What type of data refers to information that is placed in groups?

What is categorical data?

300

In data science, what do we call a predictive model that is trained on historical data to make future predictions?

What is a machine learning model?

300

What Python library is commonly used for data manipulation and analysis using DataFrames?

What is pandas?

300

What is data that can be used to identify an individual, such as name, social security number, or email address?

What is personally identifiable information (PII)?

300

For a line with equation y = 2x - 3, if point (4, y) lies on the line, what is the value of y?

What is 5? (Explanation: Plug x = 4 into the equation to get y = 2(4) - 3 = 5)

300

What is the term for the technique of teaching machines to mimic human cognition, such as learning and problem-solving?
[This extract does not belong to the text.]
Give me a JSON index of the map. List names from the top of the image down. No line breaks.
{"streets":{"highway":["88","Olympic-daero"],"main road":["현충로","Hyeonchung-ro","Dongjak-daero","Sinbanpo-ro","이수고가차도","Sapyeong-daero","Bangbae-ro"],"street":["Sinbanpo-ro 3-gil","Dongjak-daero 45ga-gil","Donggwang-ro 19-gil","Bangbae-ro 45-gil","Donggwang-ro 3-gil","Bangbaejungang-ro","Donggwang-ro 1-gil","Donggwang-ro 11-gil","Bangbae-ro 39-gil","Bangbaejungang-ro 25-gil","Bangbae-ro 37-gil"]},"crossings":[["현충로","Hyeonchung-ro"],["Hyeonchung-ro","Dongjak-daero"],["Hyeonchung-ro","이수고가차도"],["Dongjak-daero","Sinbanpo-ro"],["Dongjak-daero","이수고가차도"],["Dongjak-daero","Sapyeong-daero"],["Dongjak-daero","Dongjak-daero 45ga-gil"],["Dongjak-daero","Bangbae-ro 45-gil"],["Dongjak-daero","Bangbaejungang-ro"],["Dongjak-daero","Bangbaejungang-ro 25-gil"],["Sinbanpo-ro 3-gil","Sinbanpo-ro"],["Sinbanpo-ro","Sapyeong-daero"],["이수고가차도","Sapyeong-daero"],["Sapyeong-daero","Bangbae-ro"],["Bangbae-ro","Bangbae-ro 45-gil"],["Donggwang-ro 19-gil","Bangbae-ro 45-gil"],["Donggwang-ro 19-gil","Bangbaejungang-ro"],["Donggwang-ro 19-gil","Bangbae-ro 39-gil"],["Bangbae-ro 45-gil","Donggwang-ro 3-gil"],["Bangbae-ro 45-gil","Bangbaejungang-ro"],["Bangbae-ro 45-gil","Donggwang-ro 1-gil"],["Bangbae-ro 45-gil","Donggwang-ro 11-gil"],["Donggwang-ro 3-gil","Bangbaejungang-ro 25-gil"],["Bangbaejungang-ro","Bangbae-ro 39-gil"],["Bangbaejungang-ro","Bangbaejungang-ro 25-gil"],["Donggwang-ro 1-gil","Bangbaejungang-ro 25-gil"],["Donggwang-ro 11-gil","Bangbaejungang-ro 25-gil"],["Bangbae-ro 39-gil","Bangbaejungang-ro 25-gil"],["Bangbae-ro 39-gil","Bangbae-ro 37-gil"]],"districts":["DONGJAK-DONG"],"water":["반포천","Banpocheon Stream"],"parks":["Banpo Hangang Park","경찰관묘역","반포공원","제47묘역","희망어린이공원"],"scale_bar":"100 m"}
What is artificial intelligence (AI)?

400

Blank is systematic error leading to inaccurate results; addressing it improves fairness and accuracy. What is blank?

What is bais?

400

What does SQL stand for?

What is Structured Query Language?

400

What is the practice of collecting only the data that is strictly necessary for a specific purpose.

What is data minimization?

400

What measures how many standard deviations a data point is from the mean of a dataset?

What is the z-score?

400

In machine learning, what term describes the process of teaching a model to make predictions based on labeled data?

What is training?

500

When a model performs well on training data but poorly on unseen data what is that called?

What is overfitting?

500

Which command-line tool is used to create a new Git repository?

What is git init?

500

What is the process of removing personally identifiable information from datasets to protect individual privacy?

What is data anonymization?

500

What does the “gradient” represent in gradient descent?

What is the vector of partial derivatives showing the direction and rate of fastest increase of the loss function?

500

What is the difference between correlation and causation?

What is correlation means two variables move together; causation means one causes the other?